Recorded data
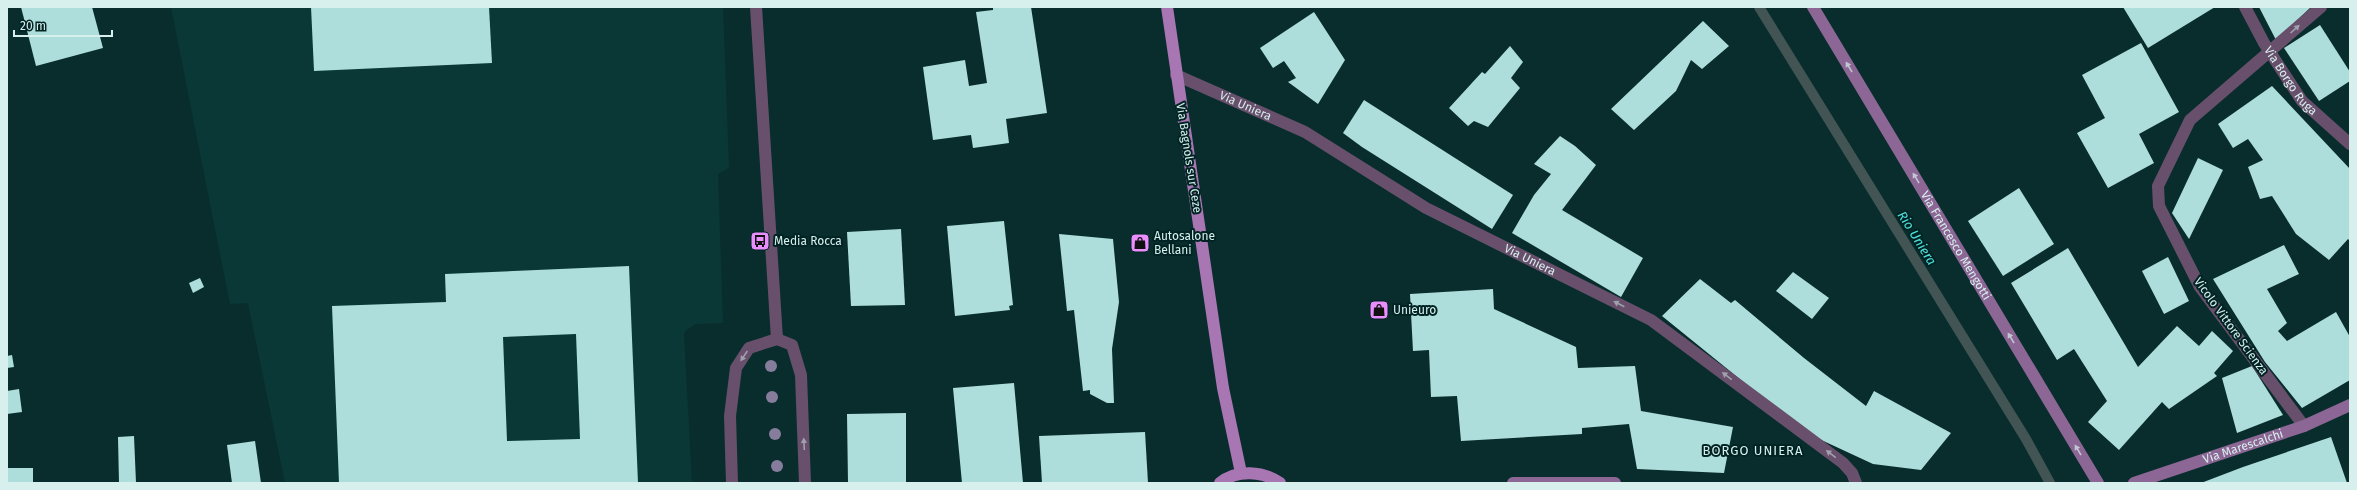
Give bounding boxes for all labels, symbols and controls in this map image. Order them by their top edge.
scale bar [14,12,112,38]
text: 20 m [20,19,46,33]
one-way arrow [2290,25,2300,34]
street label: Via Borgo Ruga [2261,44,2320,118]
one-way arrow [1846,61,1853,73]
street label: Via Uniera [1217,88,1274,123]
street label: Via Bagnols sur Ceze [1173,102,1205,214]
one-way arrow [1912,173,1920,183]
street label: Via Francesco Mengotti [1918,188,1994,303]
water label: Rio Uniera [1895,208,1939,268]
place label: Autosalone Bellani [1154,229,1215,257]
bus stop icon: Media Rocca [749,230,771,252]
shop icon: Autosalone Bellani [1129,232,1151,254]
place label: Media Rocca [774,234,842,248]
street label: Via Uniera [1502,241,1558,278]
street label: Vicolo Vittore Scienza [2191,275,2271,377]
shop icon: Unieuro [1368,299,1390,321]
one-way arrow [1614,301,1625,307]
place label: Unieuro [1393,303,1436,317]
one-way arrow [2008,332,2015,344]
one-way arrow [740,351,747,362]
one-way arrow [1722,373,1732,381]
street label: Via Marescalchi [2201,426,2285,466]
one-way arrow [800,438,807,450]
district label: BORGO UNIERA [1703,443,1803,458]
one-way arrow [2075,444,2082,456]
one-way arrow [1826,450,1837,458]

- _Task instructions_
If a line in the data above contains the string "Rocca", count it; then state only the total.

- _Exercise result_
2